Eli Lilly & Co. struck a $15 million settlement with the State of Alaska that closes the book on a potentially costly trial over the antipsychotic medicine Zyprexa.
Zyprexa, which notched $4.8 billion in sales last year, is approved by the Food & Drug Administration to treat schizophrenia and bipolar disorder. Thousands of product-liability suits have been filed against Lilly, alleging the company didn't adequately disclose information about Zyprexa's links to weight gain and diabetes. Other suits claim Lilly pushed the drug for unapproved purposes, causing state Medicaid programs and third-party payers to bear unwarranted costs.
Lilly already has reached a $1.2 billion settlement with 31,000 plaintiffs. It still faces nine cases filed by other state attorneys general, 1,600 by individual plaintiffs, and others by shareholders and third-party payers such as insurers.
In addition, Lilly is in talks with the U.S. attorney for the eastern district of Pennsylvania to resolve a probe into the Indianapolis drug maker's marketing practices.
The central issue in Alaska's suit, which sought $5,000 for each of the roughly 200,000 Zyprexa prescriptions written for state residents, was whether Alaska's consumers were deceived because Lilly failed to adequately warn about a link to diabetes.
Before Tuesday night's settlement ended the three-week trial, closing arguments had been set to begin as early as Friday.
Lilly didn't admit any wrongdoing and said it settled to avoid having the trial drag on. "This represented, from the company's perspective, a very good way to resolve this matter and get back to business," said Nina Gussack of Pepper Hamilton LLP, a law firm representing Lilly.
Alaska Assistant Attorney General Ed Sniffen said the state took the deal because damages would be difficult to prove and the certainty that Lilly would appeal an unfavorable verdict made a final outcome uncertain. He said $200 million would have been the "best-case scenario," but added that, "at the end of the day, our original estimates kept getting refined, and as the trial went on it became clear that we could take some money now or risk more later."
Anchorage Superior Court Judge Mark Rindner bolstered the state's position last week when he said the FDA has proven incapable of policing drug regulation, according to an Associated Press report.
But both Lilly and the state also were anticipating a U.S. Supreme Court ruling this fall on whether FDA approval pre-empts state claims regarding drug defects. A decision in favor of pre-emption could have made moot any judgment in Alaska's favor.
While the $15 million is a fraction of the penalties the state sought, it is a substantial sum relative to Alaska's population of 670,000. The attorneys general for other states that have sued -- as well as those for the roughly 30 states with Zyprexa probes under way -- could use their larger populations to multiply any claims based on the Alaska settlement, says Edward Sherman, a specialist in complex litigation at Tulane University Law School in New Orleans.
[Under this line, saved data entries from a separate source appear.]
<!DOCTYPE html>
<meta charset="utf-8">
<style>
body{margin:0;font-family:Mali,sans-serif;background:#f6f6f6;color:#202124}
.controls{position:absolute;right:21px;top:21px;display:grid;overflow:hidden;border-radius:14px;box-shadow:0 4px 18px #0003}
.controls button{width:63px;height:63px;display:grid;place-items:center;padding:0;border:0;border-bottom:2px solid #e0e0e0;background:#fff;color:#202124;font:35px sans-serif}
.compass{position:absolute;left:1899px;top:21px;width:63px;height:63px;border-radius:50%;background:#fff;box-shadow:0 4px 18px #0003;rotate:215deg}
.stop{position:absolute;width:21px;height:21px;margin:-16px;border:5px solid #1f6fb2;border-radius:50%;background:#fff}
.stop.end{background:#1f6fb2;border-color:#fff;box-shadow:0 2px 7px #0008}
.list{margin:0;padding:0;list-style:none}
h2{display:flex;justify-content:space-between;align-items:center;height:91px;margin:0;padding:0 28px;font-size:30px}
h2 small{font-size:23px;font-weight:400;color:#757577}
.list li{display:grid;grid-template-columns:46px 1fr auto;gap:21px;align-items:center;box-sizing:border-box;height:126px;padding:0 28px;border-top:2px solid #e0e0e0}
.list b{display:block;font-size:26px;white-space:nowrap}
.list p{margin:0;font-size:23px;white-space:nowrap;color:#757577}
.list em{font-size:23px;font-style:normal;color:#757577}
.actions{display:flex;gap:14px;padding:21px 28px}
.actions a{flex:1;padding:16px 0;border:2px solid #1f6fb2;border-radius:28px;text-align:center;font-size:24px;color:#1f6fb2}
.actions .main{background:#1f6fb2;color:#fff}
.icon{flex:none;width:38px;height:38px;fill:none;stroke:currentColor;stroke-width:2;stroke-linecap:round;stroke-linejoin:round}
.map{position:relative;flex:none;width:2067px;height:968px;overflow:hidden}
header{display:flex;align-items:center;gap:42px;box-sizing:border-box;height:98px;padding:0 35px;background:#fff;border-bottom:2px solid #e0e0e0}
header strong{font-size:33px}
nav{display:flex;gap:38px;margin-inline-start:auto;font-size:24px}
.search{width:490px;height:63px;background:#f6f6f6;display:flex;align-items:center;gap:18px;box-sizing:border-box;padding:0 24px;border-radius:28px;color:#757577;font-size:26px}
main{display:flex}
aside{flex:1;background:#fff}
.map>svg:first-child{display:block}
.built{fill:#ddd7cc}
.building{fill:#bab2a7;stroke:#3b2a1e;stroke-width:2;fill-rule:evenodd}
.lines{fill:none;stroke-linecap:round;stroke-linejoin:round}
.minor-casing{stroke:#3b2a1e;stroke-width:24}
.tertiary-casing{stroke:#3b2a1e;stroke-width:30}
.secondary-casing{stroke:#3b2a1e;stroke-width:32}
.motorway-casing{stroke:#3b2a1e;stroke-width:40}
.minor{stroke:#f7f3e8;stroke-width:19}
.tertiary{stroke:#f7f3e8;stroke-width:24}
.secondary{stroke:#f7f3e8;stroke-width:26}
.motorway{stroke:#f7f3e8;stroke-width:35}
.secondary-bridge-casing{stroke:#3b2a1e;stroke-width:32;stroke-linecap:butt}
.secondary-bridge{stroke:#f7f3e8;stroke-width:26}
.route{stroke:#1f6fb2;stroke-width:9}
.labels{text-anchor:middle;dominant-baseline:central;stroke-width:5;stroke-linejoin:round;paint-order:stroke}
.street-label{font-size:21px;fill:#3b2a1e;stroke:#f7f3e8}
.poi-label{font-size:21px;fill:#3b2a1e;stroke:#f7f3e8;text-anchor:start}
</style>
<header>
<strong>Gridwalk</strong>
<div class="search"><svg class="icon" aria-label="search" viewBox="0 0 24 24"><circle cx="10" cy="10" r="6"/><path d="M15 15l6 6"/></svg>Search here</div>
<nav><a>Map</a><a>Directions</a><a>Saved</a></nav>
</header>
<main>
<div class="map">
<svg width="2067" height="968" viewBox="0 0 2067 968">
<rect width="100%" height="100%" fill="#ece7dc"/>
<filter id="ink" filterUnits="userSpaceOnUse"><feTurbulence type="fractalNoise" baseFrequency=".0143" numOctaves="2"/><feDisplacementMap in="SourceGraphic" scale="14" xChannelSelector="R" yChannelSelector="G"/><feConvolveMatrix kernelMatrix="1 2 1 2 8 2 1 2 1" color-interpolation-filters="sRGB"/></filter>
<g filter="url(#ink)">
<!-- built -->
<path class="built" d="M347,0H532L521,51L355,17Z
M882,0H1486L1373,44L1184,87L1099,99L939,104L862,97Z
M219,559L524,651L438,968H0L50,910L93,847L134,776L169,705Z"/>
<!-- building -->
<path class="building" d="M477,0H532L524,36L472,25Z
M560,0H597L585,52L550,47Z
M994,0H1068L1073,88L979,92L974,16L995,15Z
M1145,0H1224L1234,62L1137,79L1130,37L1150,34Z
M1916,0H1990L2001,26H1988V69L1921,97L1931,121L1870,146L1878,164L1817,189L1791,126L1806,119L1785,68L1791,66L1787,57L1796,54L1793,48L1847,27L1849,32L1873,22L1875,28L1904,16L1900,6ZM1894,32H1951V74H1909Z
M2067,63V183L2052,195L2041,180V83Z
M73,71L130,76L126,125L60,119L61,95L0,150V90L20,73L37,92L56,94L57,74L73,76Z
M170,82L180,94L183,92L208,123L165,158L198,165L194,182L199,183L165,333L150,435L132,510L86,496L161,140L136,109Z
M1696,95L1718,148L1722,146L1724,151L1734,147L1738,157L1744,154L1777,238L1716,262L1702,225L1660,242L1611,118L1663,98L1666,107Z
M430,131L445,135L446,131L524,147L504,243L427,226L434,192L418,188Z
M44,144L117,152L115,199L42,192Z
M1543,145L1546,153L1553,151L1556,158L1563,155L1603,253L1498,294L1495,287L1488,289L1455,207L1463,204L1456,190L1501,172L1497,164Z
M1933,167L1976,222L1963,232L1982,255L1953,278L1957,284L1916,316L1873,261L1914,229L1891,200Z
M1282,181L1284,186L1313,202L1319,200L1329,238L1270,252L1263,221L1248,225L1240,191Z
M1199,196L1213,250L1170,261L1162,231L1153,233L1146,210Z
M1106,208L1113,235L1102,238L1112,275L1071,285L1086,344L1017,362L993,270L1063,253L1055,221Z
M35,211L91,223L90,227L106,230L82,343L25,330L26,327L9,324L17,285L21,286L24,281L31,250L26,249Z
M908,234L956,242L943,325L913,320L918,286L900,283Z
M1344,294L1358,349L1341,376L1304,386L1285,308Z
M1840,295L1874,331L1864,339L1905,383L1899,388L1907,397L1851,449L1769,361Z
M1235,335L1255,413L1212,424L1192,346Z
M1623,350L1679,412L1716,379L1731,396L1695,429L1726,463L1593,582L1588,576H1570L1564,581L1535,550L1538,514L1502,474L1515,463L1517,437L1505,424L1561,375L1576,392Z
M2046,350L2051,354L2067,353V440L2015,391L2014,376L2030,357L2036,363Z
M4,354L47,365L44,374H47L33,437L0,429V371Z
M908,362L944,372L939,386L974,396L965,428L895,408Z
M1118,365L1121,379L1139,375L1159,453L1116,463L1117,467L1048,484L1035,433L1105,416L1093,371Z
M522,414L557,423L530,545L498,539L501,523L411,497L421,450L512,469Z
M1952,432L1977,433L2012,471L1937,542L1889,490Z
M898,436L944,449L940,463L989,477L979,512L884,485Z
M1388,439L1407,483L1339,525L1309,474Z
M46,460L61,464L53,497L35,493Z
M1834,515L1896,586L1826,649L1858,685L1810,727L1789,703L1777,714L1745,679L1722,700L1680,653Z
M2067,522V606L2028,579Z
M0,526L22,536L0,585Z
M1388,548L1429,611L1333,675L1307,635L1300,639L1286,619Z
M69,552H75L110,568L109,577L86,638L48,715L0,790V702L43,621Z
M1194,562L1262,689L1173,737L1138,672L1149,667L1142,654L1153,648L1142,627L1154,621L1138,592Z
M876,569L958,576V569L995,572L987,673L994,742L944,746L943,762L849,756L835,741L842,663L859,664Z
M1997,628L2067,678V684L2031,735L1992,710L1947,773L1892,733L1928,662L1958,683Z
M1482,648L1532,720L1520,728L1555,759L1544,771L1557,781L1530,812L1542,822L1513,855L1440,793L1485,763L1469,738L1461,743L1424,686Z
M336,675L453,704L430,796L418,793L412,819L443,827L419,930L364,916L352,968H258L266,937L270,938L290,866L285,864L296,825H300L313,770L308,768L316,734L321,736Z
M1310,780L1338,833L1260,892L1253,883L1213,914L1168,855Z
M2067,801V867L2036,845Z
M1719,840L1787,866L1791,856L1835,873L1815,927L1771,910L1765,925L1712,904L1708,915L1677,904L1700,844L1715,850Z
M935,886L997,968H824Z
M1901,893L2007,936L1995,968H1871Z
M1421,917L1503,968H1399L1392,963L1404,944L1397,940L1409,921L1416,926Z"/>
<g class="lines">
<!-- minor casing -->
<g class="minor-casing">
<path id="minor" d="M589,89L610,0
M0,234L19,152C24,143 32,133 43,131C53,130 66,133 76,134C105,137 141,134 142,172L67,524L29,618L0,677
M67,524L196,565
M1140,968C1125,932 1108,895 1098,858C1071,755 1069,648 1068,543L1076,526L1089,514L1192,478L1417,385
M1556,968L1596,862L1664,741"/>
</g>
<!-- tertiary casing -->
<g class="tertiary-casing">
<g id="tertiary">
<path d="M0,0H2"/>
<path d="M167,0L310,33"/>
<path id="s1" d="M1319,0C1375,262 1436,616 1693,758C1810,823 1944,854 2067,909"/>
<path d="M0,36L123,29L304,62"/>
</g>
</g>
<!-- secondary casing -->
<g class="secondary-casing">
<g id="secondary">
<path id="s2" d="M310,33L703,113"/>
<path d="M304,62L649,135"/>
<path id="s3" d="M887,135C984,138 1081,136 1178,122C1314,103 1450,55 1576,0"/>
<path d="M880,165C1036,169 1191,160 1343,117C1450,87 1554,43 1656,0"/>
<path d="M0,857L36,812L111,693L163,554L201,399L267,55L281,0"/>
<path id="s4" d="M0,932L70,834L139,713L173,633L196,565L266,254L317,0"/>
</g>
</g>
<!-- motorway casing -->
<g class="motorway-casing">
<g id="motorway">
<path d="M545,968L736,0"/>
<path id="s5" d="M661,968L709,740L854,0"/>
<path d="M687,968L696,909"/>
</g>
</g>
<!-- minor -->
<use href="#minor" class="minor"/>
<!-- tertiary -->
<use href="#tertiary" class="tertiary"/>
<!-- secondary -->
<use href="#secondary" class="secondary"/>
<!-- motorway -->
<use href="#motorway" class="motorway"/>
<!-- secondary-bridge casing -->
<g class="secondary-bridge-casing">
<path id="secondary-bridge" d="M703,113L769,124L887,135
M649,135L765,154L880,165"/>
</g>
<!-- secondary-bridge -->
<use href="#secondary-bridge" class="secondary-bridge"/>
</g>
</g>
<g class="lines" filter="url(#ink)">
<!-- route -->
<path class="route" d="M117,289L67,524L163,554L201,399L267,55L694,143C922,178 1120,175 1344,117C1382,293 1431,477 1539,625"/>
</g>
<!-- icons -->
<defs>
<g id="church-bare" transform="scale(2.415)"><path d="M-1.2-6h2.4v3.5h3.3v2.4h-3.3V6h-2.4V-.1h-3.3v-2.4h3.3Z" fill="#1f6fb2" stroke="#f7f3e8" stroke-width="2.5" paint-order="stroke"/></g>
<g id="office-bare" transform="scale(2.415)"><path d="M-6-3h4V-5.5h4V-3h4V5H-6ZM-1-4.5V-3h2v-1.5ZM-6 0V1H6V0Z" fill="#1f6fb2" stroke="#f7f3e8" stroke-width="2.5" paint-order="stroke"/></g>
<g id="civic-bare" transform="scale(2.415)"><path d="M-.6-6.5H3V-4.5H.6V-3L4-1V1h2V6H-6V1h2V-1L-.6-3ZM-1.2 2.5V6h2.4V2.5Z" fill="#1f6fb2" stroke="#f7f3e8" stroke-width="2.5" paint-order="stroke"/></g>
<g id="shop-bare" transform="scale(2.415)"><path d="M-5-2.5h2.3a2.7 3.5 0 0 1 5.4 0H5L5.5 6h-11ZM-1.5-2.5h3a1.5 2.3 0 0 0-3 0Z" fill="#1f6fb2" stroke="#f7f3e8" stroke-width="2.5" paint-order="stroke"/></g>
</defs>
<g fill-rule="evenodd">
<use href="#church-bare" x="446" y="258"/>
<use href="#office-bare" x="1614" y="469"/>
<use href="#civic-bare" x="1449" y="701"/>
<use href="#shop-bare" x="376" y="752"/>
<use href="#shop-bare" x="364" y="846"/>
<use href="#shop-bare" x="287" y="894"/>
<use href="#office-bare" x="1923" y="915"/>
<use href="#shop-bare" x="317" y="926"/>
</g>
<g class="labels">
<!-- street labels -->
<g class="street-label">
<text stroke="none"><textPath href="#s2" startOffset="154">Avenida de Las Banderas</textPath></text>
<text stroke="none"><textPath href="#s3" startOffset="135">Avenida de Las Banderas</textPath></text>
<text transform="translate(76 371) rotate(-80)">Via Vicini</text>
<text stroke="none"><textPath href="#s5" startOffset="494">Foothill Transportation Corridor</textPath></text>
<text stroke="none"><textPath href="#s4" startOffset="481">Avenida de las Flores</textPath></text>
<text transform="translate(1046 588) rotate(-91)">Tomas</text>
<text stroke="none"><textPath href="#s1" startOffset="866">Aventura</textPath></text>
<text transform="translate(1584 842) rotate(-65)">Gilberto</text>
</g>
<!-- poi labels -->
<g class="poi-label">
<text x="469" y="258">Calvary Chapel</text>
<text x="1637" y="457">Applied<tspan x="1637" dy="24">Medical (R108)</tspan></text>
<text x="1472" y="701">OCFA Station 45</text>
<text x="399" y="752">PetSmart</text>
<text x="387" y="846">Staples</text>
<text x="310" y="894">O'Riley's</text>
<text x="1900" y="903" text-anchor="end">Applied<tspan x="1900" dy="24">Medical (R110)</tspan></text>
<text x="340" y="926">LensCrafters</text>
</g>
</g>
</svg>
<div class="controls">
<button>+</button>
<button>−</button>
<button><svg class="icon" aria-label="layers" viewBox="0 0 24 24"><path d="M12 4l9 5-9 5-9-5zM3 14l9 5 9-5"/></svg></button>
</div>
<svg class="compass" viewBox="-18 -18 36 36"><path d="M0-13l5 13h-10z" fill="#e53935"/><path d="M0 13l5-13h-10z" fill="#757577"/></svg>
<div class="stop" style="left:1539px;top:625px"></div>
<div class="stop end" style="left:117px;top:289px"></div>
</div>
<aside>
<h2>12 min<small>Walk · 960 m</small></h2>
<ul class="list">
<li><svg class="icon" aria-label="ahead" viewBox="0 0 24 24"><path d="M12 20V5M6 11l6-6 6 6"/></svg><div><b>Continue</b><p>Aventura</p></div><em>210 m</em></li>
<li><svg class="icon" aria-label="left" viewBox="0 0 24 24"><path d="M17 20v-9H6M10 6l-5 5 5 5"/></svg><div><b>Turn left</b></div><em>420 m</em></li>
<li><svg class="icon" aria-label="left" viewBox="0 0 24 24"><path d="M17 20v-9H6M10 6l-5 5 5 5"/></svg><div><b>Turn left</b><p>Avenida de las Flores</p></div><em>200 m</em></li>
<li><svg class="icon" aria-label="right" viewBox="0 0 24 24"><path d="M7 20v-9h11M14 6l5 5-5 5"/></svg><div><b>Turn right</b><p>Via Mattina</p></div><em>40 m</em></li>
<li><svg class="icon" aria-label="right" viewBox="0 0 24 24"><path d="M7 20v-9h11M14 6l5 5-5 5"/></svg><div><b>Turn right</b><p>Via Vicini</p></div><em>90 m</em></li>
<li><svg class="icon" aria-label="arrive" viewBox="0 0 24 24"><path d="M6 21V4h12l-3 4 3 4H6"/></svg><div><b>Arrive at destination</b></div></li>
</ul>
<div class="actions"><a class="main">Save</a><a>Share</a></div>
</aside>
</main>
A clause built into Tuesday's deal requires the company to pay Alaska more per capita if any other state gets a better deal.
Ms. Gussack said Lilly would consider each claim separately and that $15 million wouldn't be a benchmark. She said "the reason the number is so small is because Lilly's defense was so good," not because Alaska's population is small.
Connecticut Attorney General Richard Blumenthal, who filed suit against Lilly March 11, said he was "highly encouraged" by the Alaska settlement.